You Control Your Age | Living a Healthy and Active Lifestyle
Aging is a funny thing. When we’re a child, we can’t wait to grow up. When we become adults, we long for the responsibility-free days of our youth. If we’re not maintaining our health as we age, we may also be longing for the days when we felt pain-free and healthy. If you’re living a healthy and active lifestyle, odds are you feel younger than other peers your age. Increased awareness around healthy habits started in the 1960s. This has led to an exponential increase in life expectancy in the last 60 years.

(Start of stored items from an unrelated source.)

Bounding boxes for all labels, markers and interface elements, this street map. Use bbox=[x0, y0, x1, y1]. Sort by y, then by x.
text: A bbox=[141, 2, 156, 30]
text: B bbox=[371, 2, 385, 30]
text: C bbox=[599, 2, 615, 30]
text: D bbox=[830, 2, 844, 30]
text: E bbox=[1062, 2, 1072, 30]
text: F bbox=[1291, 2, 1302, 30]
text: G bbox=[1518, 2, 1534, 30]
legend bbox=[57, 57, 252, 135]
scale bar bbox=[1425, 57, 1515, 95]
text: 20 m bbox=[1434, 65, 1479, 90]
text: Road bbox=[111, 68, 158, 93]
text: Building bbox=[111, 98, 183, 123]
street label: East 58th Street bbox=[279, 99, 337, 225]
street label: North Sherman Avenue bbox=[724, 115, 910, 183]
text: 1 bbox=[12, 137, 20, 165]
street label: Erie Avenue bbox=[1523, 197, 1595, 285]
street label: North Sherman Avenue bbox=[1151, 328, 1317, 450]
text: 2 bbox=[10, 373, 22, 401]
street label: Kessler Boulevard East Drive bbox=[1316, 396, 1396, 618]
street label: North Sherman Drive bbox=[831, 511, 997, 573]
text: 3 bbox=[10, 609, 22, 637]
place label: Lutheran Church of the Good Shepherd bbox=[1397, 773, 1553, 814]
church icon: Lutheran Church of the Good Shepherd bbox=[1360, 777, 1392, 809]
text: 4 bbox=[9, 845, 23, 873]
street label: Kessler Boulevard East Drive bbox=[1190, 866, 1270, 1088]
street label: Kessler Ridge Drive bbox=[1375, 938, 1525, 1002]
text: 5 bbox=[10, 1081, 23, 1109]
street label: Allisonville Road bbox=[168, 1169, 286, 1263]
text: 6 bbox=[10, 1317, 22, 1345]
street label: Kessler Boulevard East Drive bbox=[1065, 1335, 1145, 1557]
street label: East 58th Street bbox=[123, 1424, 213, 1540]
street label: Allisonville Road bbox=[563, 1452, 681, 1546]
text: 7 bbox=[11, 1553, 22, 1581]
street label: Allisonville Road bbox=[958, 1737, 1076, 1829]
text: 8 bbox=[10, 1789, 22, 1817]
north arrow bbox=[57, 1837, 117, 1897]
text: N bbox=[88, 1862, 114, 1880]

So how old, or young, are you? Sixty years old feels different to different people. This is contingent on how they take care of themselves on a daily basis. As we age, if we stop exercising and eating right, weakness, illness, and the loss of teeth can occur. And these are the things that make us feel old. Remember that tooth loss and frailty don’t come from old age - they come from poor oral and overall wellness practices!
Periodontal Disease and Overall Health in Older Adults
Many things contribute to changes in our oral health as we age:
- Socio-economic factors,
- The loss of employer benefits at retirement,
- Changes or complications with mobility and range of motion, and
- Side effects of new medications like dry mouth.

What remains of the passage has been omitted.